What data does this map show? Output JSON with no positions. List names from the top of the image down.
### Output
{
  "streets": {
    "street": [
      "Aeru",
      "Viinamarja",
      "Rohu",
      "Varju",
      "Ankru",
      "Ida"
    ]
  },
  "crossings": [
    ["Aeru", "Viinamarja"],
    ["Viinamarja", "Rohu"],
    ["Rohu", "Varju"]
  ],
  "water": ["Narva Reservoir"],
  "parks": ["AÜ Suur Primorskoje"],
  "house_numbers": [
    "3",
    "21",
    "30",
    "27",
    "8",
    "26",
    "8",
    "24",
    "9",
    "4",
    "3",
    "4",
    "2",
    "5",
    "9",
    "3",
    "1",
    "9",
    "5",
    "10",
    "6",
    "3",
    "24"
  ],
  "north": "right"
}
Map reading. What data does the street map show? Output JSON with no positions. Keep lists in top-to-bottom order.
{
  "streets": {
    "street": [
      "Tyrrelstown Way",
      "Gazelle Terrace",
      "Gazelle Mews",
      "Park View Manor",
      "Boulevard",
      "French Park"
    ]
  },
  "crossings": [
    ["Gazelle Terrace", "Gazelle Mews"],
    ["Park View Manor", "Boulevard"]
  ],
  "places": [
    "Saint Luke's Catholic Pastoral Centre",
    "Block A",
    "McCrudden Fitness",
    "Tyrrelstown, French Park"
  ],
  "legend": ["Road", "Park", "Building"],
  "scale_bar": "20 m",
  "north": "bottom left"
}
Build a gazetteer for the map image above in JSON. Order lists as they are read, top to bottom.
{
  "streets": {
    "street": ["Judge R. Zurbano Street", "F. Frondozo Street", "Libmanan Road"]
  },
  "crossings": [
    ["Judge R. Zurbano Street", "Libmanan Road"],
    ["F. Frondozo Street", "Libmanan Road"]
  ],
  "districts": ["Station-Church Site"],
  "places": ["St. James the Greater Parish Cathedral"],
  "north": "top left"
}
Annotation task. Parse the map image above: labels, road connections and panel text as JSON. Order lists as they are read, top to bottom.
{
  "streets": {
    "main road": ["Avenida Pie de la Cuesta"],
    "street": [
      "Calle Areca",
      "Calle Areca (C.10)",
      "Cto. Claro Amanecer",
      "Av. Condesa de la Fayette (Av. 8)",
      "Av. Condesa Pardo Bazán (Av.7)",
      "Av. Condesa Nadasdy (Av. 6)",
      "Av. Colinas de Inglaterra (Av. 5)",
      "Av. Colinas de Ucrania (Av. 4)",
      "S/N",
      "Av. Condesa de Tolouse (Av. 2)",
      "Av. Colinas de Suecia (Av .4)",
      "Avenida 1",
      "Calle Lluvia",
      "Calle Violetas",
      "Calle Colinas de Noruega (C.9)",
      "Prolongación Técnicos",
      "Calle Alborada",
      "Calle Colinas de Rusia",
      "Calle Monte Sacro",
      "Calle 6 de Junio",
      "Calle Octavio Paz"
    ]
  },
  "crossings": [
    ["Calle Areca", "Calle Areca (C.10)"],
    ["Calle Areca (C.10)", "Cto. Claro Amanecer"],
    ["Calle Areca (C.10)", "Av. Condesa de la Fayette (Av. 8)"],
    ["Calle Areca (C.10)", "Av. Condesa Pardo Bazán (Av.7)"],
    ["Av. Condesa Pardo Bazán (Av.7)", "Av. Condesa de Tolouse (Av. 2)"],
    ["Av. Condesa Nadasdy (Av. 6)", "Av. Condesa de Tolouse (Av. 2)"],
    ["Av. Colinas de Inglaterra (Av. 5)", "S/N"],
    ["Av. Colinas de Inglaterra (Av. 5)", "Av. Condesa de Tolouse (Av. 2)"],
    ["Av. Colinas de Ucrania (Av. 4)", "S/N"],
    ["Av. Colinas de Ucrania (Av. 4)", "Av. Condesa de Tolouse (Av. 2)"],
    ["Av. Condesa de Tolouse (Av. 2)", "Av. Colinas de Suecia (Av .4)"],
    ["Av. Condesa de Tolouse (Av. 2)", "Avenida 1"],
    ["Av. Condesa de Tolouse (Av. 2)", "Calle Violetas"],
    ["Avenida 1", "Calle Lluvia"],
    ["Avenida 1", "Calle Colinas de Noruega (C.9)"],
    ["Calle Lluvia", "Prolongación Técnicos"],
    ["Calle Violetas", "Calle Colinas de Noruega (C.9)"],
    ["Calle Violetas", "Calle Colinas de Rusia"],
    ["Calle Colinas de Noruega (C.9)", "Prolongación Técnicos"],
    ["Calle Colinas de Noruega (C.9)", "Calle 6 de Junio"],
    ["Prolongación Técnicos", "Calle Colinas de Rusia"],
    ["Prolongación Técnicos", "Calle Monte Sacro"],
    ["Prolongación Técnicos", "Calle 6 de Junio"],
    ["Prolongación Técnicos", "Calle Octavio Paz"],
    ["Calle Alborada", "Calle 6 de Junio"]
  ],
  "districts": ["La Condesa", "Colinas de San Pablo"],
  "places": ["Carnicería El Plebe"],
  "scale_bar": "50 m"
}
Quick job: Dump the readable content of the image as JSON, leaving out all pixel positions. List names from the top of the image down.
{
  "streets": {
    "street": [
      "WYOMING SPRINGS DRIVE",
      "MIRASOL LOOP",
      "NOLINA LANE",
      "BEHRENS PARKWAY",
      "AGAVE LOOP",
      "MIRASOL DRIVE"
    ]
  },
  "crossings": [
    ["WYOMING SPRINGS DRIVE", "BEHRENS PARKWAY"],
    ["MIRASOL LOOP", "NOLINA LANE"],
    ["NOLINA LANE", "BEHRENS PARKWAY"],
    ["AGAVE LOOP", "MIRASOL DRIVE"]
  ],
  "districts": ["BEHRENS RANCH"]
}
#####
Every line above should be output exactly as it stands.

What data does this map show? Output JSON with no positions. List names from the top of the image down.
### Output
{
  "streets": {
    "street": [
      "Aeru",
      "Viinamarja",
      "Rohu",
      "Varju",
      "Ankru",
      "Ida"
    ]
  },
  "crossings": [
    ["Aeru", "Viinamarja"],
    ["Viinamarja", "Rohu"],
    ["Rohu", "Varju"]
  ],
  "water": ["Narva Reservoir"],
  "parks": ["AÜ Suur Primorskoje"],
  "house_numbers": [
    "3",
    "21",
    "30",
    "27",
    "8",
    "26",
    "8",
    "24",
    "9",
    "4",
    "3",
    "4",
    "2",
    "5",
    "9",
    "3",
    "1",
    "9",
    "5",
    "10",
    "6",
    "3",
    "24"
  ],
  "north": "right"
}
Map reading. What data does the street map show? Output JSON with no positions. Keep lists in top-to-bottom order.
{
  "streets": {
    "street": [
      "Tyrrelstown Way",
      "Gazelle Terrace",
      "Gazelle Mews",
      "Park View Manor",
      "Boulevard",
      "French Park"
    ]
  },
  "crossings": [
    ["Gazelle Terrace", "Gazelle Mews"],
    ["Park View Manor", "Boulevard"]
  ],
  "places": [
    "Saint Luke's Catholic Pastoral Centre",
    "Block A",
    "McCrudden Fitness",
    "Tyrrelstown, French Park"
  ],
  "legend": ["Road", "Park", "Building"],
  "scale_bar": "20 m",
  "north": "bottom left"
}
Build a gazetteer for the map image above in JSON. Order lists as they are read, top to bottom.
{
  "streets": {
    "street": ["Judge R. Zurbano Street", "F. Frondozo Street", "Libmanan Road"]
  },
  "crossings": [
    ["Judge R. Zurbano Street", "Libmanan Road"],
    ["F. Frondozo Street", "Libmanan Road"]
  ],
  "districts": ["Station-Church Site"],
  "places": ["St. James the Greater Parish Cathedral"],
  "north": "top left"
}
Annotation task. Parse the map image above: labels, road connections and panel text as JSON. Order lists as they are read, top to bottom.
{
  "streets": {
    "main road": ["Avenida Pie de la Cuesta"],
    "street": [
      "Calle Areca",
      "Calle Areca (C.10)",
      "Cto. Claro Amanecer",
      "Av. Condesa de la Fayette (Av. 8)",
      "Av. Condesa Pardo Bazán (Av.7)",
      "Av. Condesa Nadasdy (Av. 6)",
      "Av. Colinas de Inglaterra (Av. 5)",
      "Av. Colinas de Ucrania (Av. 4)",
      "S/N",
      "Av. Condesa de Tolouse (Av. 2)",
      "Av. Colinas de Suecia (Av .4)",
      "Avenida 1",
      "Calle Lluvia",
      "Calle Violetas",
      "Calle Colinas de Noruega (C.9)",
      "Prolongación Técnicos",
      "Calle Alborada",
      "Calle Colinas de Rusia",
      "Calle Monte Sacro",
      "Calle 6 de Junio",
      "Calle Octavio Paz"
    ]
  },
  "crossings": [
    ["Calle Areca", "Calle Areca (C.10)"],
    ["Calle Areca (C.10)", "Cto. Claro Amanecer"],
    ["Calle Areca (C.10)", "Av. Condesa de la Fayette (Av. 8)"],
    ["Calle Areca (C.10)", "Av. Condesa Pardo Bazán (Av.7)"],
    ["Av. Condesa Pardo Bazán (Av.7)", "Av. Condesa de Tolouse (Av. 2)"],
    ["Av. Condesa Nadasdy (Av. 6)", "Av. Condesa de Tolouse (Av. 2)"],
    ["Av. Colinas de Inglaterra (Av. 5)", "S/N"],
    ["Av. Colinas de Inglaterra (Av. 5)", "Av. Condesa de Tolouse (Av. 2)"],
    ["Av. Colinas de Ucrania (Av. 4)", "S/N"],
    ["Av. Colinas de Ucrania (Av. 4)", "Av. Condesa de Tolouse (Av. 2)"],
    ["Av. Condesa de Tolouse (Av. 2)", "Av. Colinas de Suecia (Av .4)"],
    ["Av. Condesa de Tolouse (Av. 2)", "Avenida 1"],
    ["Av. Condesa de Tolouse (Av. 2)", "Calle Violetas"],
    ["Avenida 1", "Calle Lluvia"],
    ["Avenida 1", "Calle Colinas de Noruega (C.9)"],
    ["Calle Lluvia", "Prolongación Técnicos"],
    ["Calle Violetas", "Calle Colinas de Noruega (C.9)"],
    ["Calle Violetas", "Calle Colinas de Rusia"],
    ["Calle Colinas de Noruega (C.9)", "Prolongación Técnicos"],
    ["Calle Colinas de Noruega (C.9)", "Calle 6 de Junio"],
    ["Prolongación Técnicos", "Calle Colinas de Rusia"],
    ["Prolongación Técnicos", "Calle Monte Sacro"],
    ["Prolongación Técnicos", "Calle 6 de Junio"],
    ["Prolongación Técnicos", "Calle Octavio Paz"],
    ["Calle Alborada", "Calle 6 de Junio"]
  ],
  "districts": ["La Condesa", "Colinas de San Pablo"],
  "places": ["Carnicería El Plebe"],
  "scale_bar": "50 m"
}
Quick job: Dump the readable content of the image as JSON, leaving out all pixel positions. List names from the top of the image down.
{
  "streets": {
    "street": [
      "WYOMING SPRINGS DRIVE",
      "MIRASOL LOOP",
      "NOLINA LANE",
      "BEHRENS PARKWAY",
      "AGAVE LOOP",
      "MIRASOL DRIVE"
    ]
  },
  "crossings": [
    ["WYOMING SPRINGS DRIVE", "BEHRENS PARKWAY"],
    ["MIRASOL LOOP", "NOLINA LANE"],
    ["NOLINA LANE", "BEHRENS PARKWAY"],
    ["AGAVE LOOP", "MIRASOL DRIVE"]
  ],
  "districts": ["BEHRENS RANCH"]
}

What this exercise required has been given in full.